(Beginning of Supplied records)

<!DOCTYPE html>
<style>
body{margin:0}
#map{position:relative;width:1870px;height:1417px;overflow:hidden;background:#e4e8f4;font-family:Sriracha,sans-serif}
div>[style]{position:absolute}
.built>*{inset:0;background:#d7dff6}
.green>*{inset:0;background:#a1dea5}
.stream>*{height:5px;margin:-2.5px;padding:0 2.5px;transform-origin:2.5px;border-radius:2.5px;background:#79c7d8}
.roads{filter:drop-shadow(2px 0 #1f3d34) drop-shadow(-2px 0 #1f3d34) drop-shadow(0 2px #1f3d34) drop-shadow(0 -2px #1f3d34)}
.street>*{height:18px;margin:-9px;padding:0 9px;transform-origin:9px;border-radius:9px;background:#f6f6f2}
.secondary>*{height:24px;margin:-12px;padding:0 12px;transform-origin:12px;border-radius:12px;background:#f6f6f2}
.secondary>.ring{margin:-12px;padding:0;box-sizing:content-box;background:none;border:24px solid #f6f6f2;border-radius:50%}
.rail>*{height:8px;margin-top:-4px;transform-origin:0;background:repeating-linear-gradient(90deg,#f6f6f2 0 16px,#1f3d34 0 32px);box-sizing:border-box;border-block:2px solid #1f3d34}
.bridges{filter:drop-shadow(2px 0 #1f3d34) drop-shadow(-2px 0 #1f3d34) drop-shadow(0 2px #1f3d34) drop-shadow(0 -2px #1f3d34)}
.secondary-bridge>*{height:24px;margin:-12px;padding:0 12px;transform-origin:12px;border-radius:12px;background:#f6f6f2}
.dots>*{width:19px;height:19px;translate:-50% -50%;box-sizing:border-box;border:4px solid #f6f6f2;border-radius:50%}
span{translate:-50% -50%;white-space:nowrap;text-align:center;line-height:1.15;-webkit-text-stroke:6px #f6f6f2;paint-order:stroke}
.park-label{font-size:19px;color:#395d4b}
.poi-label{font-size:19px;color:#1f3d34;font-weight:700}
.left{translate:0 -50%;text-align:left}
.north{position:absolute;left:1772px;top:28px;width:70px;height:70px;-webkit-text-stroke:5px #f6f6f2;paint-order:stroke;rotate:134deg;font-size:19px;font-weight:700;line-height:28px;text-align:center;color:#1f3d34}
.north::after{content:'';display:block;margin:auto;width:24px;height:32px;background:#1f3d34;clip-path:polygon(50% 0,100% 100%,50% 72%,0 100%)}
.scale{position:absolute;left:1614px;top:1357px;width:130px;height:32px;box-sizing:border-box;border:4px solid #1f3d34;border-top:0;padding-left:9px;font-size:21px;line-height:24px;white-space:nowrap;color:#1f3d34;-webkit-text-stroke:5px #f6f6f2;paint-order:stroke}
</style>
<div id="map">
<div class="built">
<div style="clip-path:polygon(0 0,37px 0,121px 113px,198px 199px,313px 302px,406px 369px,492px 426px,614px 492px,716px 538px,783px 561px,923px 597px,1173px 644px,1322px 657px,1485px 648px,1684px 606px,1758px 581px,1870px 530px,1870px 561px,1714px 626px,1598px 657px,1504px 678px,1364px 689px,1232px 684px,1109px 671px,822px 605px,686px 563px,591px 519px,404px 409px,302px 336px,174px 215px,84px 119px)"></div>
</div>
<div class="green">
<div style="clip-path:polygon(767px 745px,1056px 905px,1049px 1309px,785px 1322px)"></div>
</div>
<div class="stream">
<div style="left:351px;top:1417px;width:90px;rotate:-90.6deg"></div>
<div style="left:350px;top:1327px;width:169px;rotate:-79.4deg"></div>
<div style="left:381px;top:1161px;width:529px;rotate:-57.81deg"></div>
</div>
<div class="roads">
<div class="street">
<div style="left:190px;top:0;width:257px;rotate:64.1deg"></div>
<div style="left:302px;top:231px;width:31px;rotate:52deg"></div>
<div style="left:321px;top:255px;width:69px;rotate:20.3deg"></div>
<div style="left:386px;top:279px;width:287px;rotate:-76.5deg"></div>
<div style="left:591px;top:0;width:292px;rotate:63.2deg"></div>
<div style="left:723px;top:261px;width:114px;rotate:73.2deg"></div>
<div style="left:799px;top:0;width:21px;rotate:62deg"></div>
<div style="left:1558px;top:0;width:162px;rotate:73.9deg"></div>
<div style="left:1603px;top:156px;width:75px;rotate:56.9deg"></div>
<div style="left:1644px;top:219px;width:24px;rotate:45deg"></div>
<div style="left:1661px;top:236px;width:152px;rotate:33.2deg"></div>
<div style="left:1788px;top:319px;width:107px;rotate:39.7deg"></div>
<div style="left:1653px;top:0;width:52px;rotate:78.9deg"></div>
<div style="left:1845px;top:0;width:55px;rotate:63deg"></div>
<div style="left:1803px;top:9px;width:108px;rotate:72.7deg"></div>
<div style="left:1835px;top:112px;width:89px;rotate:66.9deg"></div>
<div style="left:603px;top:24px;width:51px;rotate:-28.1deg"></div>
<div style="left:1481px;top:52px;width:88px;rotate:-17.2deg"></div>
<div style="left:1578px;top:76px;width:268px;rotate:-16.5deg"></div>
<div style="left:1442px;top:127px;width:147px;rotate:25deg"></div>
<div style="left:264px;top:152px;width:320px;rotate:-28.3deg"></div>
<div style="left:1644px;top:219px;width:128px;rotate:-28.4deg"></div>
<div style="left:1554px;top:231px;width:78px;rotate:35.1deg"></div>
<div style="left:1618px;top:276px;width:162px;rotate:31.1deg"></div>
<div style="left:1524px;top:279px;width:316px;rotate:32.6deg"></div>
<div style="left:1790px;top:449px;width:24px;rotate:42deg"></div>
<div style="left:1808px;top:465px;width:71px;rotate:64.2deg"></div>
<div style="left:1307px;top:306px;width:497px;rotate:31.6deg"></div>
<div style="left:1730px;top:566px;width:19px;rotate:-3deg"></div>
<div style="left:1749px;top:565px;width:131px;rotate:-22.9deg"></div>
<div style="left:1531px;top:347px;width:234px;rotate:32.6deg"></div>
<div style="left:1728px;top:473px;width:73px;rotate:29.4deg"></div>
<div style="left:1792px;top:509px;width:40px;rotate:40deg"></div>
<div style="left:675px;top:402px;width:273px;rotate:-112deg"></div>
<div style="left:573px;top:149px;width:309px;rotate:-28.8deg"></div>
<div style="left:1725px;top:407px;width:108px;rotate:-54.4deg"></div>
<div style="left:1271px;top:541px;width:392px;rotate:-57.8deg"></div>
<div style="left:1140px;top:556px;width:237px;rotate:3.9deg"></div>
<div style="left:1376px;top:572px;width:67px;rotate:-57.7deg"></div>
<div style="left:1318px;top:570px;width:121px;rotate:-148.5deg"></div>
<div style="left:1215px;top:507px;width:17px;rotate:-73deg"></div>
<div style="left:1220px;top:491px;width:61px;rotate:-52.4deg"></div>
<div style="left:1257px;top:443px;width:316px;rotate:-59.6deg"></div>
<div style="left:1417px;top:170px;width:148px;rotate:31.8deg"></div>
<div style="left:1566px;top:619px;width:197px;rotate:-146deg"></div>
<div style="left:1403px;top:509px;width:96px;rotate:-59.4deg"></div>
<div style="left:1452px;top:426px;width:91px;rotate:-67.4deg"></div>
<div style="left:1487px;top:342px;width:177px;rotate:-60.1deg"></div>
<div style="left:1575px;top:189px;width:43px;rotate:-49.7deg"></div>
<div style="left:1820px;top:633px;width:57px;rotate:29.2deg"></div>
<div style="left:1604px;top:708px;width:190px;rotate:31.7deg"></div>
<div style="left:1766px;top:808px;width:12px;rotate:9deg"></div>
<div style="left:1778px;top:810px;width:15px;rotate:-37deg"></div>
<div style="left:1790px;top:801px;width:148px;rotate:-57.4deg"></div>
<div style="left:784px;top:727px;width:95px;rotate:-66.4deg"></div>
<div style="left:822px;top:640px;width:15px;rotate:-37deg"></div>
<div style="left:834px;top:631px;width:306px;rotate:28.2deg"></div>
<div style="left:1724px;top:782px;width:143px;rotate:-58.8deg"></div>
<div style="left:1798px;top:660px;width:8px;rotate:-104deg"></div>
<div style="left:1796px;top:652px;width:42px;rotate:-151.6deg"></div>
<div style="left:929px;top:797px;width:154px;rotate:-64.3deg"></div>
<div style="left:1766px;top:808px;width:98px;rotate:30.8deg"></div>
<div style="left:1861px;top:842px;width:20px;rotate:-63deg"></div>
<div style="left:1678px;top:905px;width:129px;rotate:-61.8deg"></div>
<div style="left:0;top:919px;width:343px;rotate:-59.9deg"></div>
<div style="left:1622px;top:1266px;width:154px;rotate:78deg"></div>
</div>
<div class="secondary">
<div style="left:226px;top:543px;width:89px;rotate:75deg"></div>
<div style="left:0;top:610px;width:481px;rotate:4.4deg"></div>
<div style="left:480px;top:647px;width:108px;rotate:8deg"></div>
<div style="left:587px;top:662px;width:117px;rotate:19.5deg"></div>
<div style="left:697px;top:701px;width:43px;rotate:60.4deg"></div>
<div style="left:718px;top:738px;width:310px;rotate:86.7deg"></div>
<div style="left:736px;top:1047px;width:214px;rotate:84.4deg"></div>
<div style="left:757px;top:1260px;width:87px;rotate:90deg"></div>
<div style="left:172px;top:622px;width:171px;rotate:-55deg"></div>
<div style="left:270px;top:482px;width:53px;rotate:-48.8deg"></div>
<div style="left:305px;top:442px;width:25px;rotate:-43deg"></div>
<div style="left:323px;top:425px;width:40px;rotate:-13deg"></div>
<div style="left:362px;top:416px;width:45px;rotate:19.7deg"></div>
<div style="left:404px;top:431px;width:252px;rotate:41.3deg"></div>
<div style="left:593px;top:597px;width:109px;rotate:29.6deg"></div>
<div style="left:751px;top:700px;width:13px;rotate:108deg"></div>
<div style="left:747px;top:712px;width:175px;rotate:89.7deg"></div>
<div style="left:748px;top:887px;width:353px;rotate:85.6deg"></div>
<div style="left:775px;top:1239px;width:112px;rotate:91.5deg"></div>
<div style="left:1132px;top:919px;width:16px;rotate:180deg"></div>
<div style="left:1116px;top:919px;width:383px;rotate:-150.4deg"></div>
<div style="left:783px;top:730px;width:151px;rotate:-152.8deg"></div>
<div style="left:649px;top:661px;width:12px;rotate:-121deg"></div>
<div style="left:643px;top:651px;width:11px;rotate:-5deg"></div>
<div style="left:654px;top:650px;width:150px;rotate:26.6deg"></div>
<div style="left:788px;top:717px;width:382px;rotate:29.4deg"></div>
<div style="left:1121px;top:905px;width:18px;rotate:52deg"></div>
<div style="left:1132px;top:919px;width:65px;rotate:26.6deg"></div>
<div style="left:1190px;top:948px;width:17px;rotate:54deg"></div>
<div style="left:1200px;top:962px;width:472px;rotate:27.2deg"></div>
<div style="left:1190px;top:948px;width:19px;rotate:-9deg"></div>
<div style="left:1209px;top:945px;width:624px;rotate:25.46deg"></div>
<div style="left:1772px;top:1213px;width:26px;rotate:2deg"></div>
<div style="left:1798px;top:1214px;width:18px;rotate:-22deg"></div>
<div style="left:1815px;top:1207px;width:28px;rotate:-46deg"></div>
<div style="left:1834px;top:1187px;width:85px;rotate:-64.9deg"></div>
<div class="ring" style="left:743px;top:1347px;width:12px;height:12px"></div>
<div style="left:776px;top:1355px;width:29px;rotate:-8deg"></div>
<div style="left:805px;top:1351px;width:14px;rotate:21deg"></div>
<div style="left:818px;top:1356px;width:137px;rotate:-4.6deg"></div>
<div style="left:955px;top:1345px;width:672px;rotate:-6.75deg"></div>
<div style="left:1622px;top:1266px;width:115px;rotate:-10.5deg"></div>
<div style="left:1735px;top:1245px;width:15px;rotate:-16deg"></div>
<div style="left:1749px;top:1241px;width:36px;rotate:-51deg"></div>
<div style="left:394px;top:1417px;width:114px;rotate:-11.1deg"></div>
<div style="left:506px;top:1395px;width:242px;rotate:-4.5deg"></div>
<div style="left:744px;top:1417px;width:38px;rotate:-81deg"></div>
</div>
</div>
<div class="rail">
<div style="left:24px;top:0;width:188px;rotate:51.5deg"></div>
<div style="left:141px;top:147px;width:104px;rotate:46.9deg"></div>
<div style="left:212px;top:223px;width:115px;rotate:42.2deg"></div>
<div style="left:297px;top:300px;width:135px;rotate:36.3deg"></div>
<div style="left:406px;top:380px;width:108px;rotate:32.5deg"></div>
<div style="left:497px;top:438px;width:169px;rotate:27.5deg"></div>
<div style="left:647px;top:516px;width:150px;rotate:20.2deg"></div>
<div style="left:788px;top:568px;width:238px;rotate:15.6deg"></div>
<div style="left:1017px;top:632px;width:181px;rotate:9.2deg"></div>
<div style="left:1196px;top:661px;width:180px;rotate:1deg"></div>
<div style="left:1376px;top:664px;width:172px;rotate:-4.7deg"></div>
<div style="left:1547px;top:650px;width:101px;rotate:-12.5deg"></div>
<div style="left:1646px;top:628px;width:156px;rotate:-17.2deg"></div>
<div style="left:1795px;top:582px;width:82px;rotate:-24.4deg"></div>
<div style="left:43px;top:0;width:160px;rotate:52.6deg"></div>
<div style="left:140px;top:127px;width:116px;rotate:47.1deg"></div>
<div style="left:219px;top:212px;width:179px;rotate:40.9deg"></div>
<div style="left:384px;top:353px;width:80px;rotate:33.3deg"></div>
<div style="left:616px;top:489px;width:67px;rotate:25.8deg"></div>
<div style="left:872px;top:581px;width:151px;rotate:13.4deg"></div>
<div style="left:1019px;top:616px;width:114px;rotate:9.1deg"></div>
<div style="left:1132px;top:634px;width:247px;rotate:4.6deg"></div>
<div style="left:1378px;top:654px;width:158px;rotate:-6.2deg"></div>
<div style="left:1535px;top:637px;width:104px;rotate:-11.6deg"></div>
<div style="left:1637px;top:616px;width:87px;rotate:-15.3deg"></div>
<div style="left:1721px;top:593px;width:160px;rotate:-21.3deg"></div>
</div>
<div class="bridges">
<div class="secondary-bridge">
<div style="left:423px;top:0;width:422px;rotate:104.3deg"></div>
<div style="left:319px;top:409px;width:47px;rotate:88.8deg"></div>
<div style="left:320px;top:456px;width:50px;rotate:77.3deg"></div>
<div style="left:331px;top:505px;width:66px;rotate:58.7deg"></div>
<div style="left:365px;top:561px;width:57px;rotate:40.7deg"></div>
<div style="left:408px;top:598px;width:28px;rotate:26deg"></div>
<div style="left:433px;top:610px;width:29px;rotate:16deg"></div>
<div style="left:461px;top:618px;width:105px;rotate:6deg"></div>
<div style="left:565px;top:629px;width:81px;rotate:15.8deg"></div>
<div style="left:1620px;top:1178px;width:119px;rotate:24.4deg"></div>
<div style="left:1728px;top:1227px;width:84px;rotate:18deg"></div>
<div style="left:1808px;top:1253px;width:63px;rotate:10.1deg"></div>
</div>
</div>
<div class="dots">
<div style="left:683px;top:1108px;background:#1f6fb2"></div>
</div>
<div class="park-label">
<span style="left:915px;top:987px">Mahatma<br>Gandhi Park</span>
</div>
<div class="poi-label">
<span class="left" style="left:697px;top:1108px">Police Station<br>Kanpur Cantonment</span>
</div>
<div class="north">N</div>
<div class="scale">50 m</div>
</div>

(End of Supplied records)

Exercise goal: Using the entries, return every line where the word "stream" can be found.

Exercise result:
.stream>*{height:5px;margin:-2.5px;padding:0 2.5px;transform-origin:2.5px;border-radius:2.5px;background:#79c7d8}
<div class="stream">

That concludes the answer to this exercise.